[PROBLEM] Please copy each line below that contains the word "canvas".
**** RECORDS PROVIDED ****
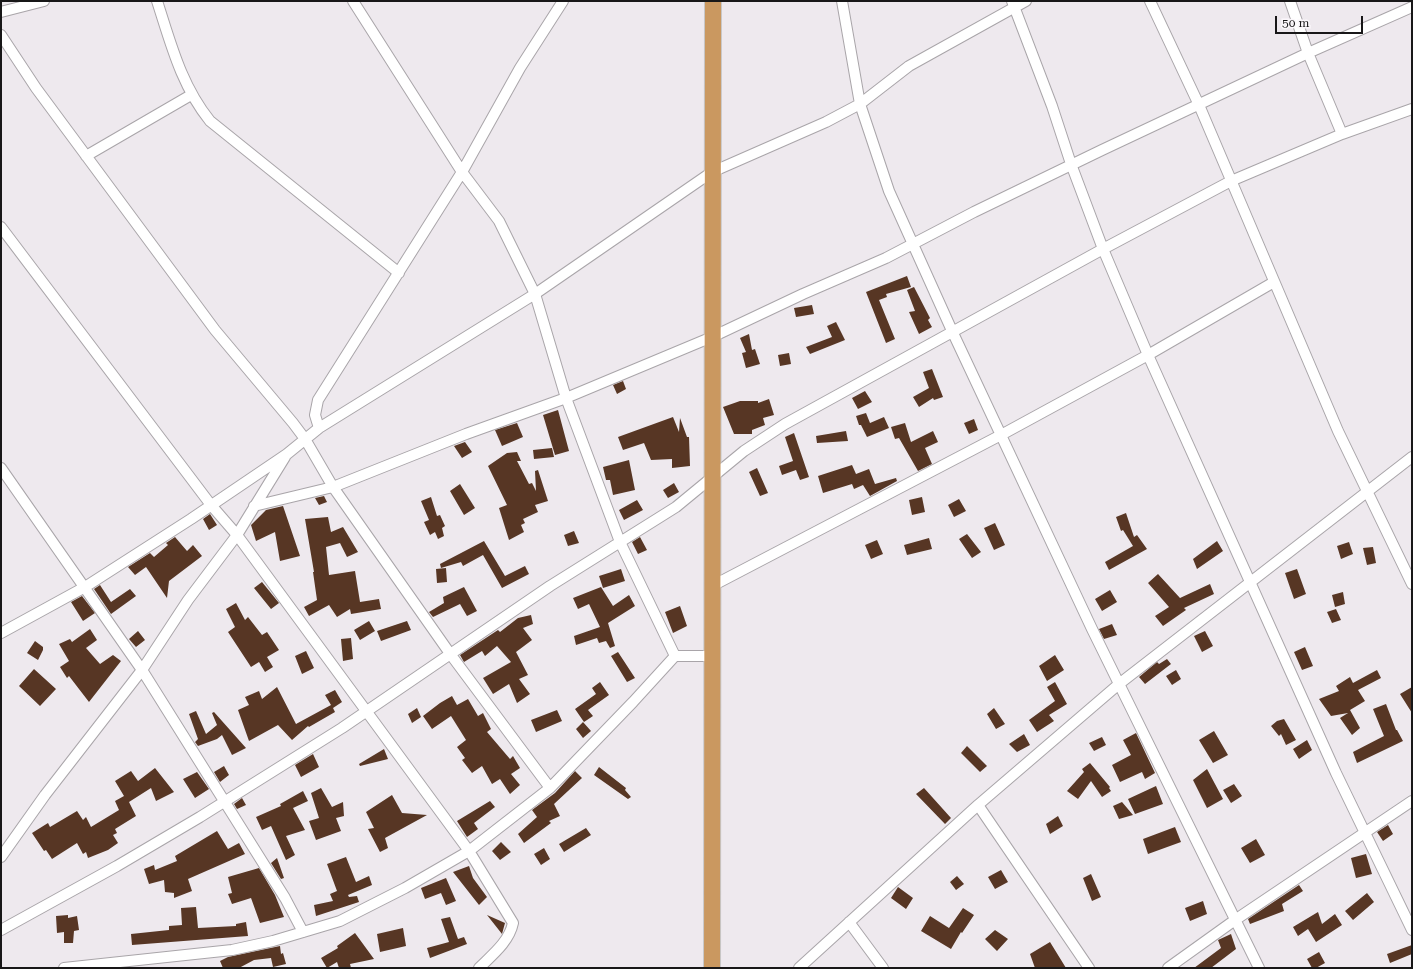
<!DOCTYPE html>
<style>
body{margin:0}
#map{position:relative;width:1413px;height:969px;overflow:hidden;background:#eee9ee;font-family:"Roboto Serif",serif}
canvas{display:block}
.frame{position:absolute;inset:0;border:2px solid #181718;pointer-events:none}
.scale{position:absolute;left:1275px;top:16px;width:88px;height:18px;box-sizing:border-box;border:2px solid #181718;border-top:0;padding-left:5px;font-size:12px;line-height:14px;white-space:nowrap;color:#181718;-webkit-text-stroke:3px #fbf7fb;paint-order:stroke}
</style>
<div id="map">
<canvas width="1413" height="969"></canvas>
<div class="frame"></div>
<div class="scale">50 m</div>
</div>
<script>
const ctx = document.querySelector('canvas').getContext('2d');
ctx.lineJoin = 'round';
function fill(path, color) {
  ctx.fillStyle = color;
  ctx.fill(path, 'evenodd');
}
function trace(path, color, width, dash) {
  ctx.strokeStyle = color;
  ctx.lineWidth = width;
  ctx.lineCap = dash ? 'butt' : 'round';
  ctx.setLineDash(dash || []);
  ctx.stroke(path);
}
fill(new Path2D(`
 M907,276L911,287L886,294L887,297L879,300L895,339L886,343L866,292Z
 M914,287L930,318L928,320L932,327L919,334L909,312L915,311L907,290Z
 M812,305L814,314L796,317L794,308Z
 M836,322L845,340L810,354L806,347L832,337L827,326Z
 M749,334L752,350L755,349L760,364L746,368L742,353L746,352L740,338Z
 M789,353L791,364L780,366L778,355Z
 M932,369L943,397L934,400L933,398L919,407L913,397L929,388L923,372Z
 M623,381L626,389L617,394L613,385Z
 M865,391L872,402L858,409L852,398Z
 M769,399L774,415L763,418L765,425L752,430V434H734L723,407L740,401H758V403Z
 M558,410L569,451L555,455L543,415Z
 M866,413L870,423L884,417L889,428L867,437L861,425H859L856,416Z
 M673,417L679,432L680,418L687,437H689L690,466L672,468V459L651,460L644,443L623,450L618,437Z
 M974,419L978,430L969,434L964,423Z
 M517,423L523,437L502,446L495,430Z
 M905,423L911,442L933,431L938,442L925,448L932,464L918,471L899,438L895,439L891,427Z
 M846,431L848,441L817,443L816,436Z
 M794,433L809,477L800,480L796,470L782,475L779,466L793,461L785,437Z
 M465,442L472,452L462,458L454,446Z
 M552,448L554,457L534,459L533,450Z
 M517,452L521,461H517L529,484L532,483L536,491L535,471L538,470L548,501L535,505L538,512L523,519L525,523L521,525L524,532L509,540L499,508L507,505L488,466L507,453Z
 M629,460L635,490L613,495L610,480H606L603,467Z
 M852,465L856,474L869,469L875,484L896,478L897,481L870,496L863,485L854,489L852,484L823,493L818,476Z
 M757,468L768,493L760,496L749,472Z
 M674,483L679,492L668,498L663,490Z
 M460,484L475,508L464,515L450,491Z
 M324,496L327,502L319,505L315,498Z
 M431,497L437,516L440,515L445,526L442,528L444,536L438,539L435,532L430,535L424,522L429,520L421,501Z
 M922,497L925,512L912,515L909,500Z
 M959,499L966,511L954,517L948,505Z
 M637,500L643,510L624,520L619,510Z
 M283,506L300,556L280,561L275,532L256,541L251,525L266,510Z
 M1126,513L1134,537L1137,535L1147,549L1109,570L1105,562L1133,546L1123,530L1121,531L1116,517Z
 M210,514L217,525L209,530L203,519Z
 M328,517L331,532L343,527L358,552L347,557L340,543L326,547L329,575L355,571L360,602L379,599L381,609L351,614L350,609L337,617L329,605L309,616L304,607L317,600L313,572H314L305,519Z
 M995,523L1005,545L994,550L984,528Z
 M574,531L579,543L568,546L564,535Z
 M967,534L981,552L972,558L959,539Z
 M175,537L187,551L193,545L202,556L169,581L167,598L146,567L135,575L128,567L150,553L154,557L168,545L166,543Z
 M640,537L647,550L638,554L632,542Z
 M929,538L932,549L907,555L904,545Z
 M877,540L883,554L871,559L865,545Z
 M484,541L505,576L525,566L529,574L502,588L483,555L463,566L461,562L441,568L440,564Z
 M1217,541L1223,551L1197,569L1193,559Z
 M1349,542L1353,554L1341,559L1337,546Z
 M1373,547L1376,563L1367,565L1363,548Z
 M446,568L447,582L437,583L436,569Z
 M621,569L625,581L603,588L599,576Z
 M1297,569L1306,594L1294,599L1285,573Z
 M1158,574L1180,598L1210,584L1214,594L1184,608L1186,610L1163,626L1155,616L1169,607L1148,583Z
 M262,582L279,603L271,609L254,588Z
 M100,585L111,602L130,589L136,596L111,614L94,589Z
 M464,587L477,611L467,616L460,604L433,617L429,612L444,603L443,597Z
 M601,587L613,606L629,595L635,606L608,623L615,646L610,648L606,641L599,643L597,638L576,645L574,636L600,627L589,604L578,609L573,598Z
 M1110,590L1117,602L1102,611L1095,599Z
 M1343,592L1345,604L1335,607L1332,595Z
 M82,596L95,613L83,621L71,602Z
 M236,603L245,620L248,617L262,635L267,632L279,650L267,657L273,667L265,672L259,662L251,667L228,632L235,627L226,609Z
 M680,606L687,626L673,633L665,612Z
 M1336,609L1341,620L1332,623L1327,612Z
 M531,615L533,624L523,628L532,640L516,652L528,675L519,679L530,694L517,703L509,684L493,694L483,678L511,662L497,646L485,656L482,651L464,662L460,655L498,630L500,632L518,618Z
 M369,621L375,631L360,640L354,630Z
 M407,621L411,630L381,641L377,631Z
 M1112,624L1117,635L1104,639L1099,629Z
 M90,629L97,640L86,648L100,664L113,655L121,661L89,702L69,676L67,678L60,667L69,661L59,644L70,639L72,642Z
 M138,631L145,640L136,647L129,639Z
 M1205,631L1213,646L1202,652L1194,636Z
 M351,638L353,659L343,661L341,639Z
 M35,641L43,647V650L38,660L27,653Z
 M1305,647L1313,666L1302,670L1294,652Z
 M306,651L314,668L302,674L295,656Z
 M618,652L635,678L627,682L611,656Z
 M1055,655L1064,670L1047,681L1039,666Z
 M1167,659L1171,664L1145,684L1139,677L1157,662L1159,664Z
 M34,669L56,689L40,706L19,686Z
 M1176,670L1181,679L1172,685L1166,676Z
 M1377,670L1381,678L1358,690L1365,701L1350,710L1360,728L1352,735L1340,718L1348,713L1331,716L1319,699L1339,691L1336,686L1350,677L1353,683Z
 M600,682L609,695L588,710L593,716L584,722L575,709L596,694L592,688Z
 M1055,682L1067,704L1049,715L1054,721L1037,732L1029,720L1055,701L1047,687Z
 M277,687L296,724L331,705L325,695L335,690L342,702L333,708L335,712L309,727L308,726L292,740L278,725L249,741L238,710L249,705L245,697L259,691L262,699Z
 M1412,687V713L1400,694Z
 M452,696L457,705L468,699L478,716L483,713L491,729L487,732L510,759L513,756L520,768L511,774L520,785L510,794L500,779L492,784L482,766L472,773L462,760L465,758L457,747L466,740L451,716L432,729L423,716L440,703Z
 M1386,704L1396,730H1397L1403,741L1357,763L1353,752L1384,736L1373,709Z
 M417,708L421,717L412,723L408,714Z
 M994,708L1005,724L996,729L987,714Z
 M557,710L562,721L536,732L531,720Z
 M196,711L206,734L217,725L212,713L214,712L246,748L232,755L222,735L217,739L198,746L195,742L198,739L189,714Z
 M1284,719L1296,740L1286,745L1281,734L1279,736L1271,726L1277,721Z
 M583,722L591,731L583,738L576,729Z
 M1214,731L1228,755L1213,763L1199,740Z
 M1136,733L1155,773L1145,779L1142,772L1120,782L1112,765L1131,755L1123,740Z
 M1024,734L1030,745L1017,752L1009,744Z
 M1102,737L1106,745L1094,751L1089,743Z
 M1307,740L1312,750L1299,759L1293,749Z
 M967,746L987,766L980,772L961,753Z
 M384,749L388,759L360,766L359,764Z
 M313,754L319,767L301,777L295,765Z
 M1090,763L1110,787L1109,788L1111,791L1102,797L1091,781L1078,799L1067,791L1084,772L1082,769Z
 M224,766L229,775L220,782L214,772Z
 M599,767L626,788L625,790L631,797L628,799L594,775Z
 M155,768L174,792L156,801L151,788L129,802L136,816L115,829L117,833L113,835L118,843L108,850L88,858L86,852L83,854L77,843L52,859L46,850L44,851L32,833L48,823L50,827L77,811L83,820L86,817L91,827L119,810L115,801L124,796L115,781L131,771L138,781Z
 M1207,769L1223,799L1207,808L1193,780Z
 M575,771L582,778L554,804L560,816L549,821L551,823L524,843L518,834L537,817L532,810L555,793Z
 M197,772L209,789L195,798L183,779Z
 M1234,784L1242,796L1231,803L1223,790Z
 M1156,786L1163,804L1135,814L1128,799Z
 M321,788L332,807L343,802L344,816L336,818L341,831L316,840L309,821L319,818L311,793Z
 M924,788L951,818L945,824L916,794Z
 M303,791L308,801L293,808L305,830L286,836L295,855L286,860L271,826L262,830L256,817L281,806L280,804Z
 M392,795L402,813L427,815L385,838L388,848L380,852L368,829L374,828L366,812Z
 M242,798L246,805L237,809L234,804Z
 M490,801L495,807L474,823L478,829L467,837L457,821Z
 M1122,802L1133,815L1119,819L1113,806Z
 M1058,816L1063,826L1050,834L1046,824Z
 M1388,825L1393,834L1383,841L1377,832Z
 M1175,827L1181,842L1148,854L1143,839Z
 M586,828L591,835L564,852L559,844Z
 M217,831L228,849L239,843L245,854L188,879L192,891L174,898V893L165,892L164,880L149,884L144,869L154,865L155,870L177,861L175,856Z
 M1256,839L1265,855L1250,863L1241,848Z
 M501,842L511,852L500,860L492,851Z
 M544,848L550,859L541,865L534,854Z
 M1366,854L1372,874L1356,878L1351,858Z
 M346,857L356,882L369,876L372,885L348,895L349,897L357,896L359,902L316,916L314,905L333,901L330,894L337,891L327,864Z
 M277,858L284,878L281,879L271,863Z
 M469,866L473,878L487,897L479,905L453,872Z
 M259,868L275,895L284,917L260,923L251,898L232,904L228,894L232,893L228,877Z
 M1001,870L1008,882L995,889L988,877Z
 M1091,874L1101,897L1092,901L1083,878Z
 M957,876L964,884L956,890L950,882Z
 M446,878L456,901L446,905L441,893L425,899L421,888Z
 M1299,885L1303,891L1282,904L1284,911L1250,924L1248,919Z
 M898,887L913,898L906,909L891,898Z
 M1367,893L1374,902L1353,920L1345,911Z
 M1203,901L1207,914L1190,921L1185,908Z
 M196,907L198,928L236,926V924L246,922L248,936L132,945L131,934L169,930V926L182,925L181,908Z
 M963,908L974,915L962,933L961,932L951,949L921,931L930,916L949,928Z
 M1318,912L1322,924L1335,914L1342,925L1316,942L1308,929L1298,936L1293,927Z
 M68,915V918L77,916L79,930L74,931L73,943H64V932L57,933L56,916Z
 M487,915L505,923L502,934Z
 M450,917L458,939L464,937L467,944L430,958L427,948L449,942L441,919Z
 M403,928L406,946L380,952L377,934Z
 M995,930L1008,939L997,951L985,939Z
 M355,933L374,959L350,964L351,968H339L337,962L327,968L321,958L338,948L337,946Z
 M1231,934L1236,949L1211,968H1194L1221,948L1218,940Z
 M1050,942L1066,968H1035L1030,954Z
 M1412,945V954L1390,963L1387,954Z
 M280,946L281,954L283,953L286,964L273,967L271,958L254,960L239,968H223L220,961L228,957Z
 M1319,952L1325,963L1316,968H1312L1307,959Z`), '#573624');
const minor = new Path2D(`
 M157,1C171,44 181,85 210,121L399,273
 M353,1L462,172L499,221L535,294L566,398L620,542L675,656H713
 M842,1L860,104L889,191L953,333L1092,629L1259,968
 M1012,1L1052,106L1071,164L1103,249L1148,355L1336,773L1412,930
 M1150,1L1199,105L1338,431L1412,584
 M1290,1L1308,53L1342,134
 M1,12L44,1
 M1,35L36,88L215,330L293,423L305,439L333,487L451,655L550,788
 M86,156L191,95
 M1,227L211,505L237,535L469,851L513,923C509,942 492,955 479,968
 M319,428L315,415L318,400L462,172L520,68L563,1
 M1,468L142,670L285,898L303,932
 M254,506L333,487L466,434L566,398L712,337L803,294L886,258L974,212L1102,150L1308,53L1412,7
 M712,586L1001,435L1148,355L1274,282
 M1,633L85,587L191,519L287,454L319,428L535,294L712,172L826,122L860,104L909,66L1026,1
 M978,805L1089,968
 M1,857L45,795L142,670L188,600L237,535L285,457
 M849,922L883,968
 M1,930L117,866L200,817L342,728L550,586L676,507L744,451L785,424L1103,249L1231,181L1342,134L1412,109
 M64,968L232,950L273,941L340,921L405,888L469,851L550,788L633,702L675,656
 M799,968L978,805L1119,684L1412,457
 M1168,968L1235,920L1412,801`);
const trunk = new Path2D(`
 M712,968L713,1`);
trace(minor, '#a9a5a9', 12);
trace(trunk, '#c8c7c8', 18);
trace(minor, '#fff', 10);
trace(trunk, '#ca9860', 16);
</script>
****
[EXERCISE RESPONSE]
canvas{display:block}
<canvas width="1413" height="969"></canvas>
const ctx = document.querySelector('canvas').getContext('2d');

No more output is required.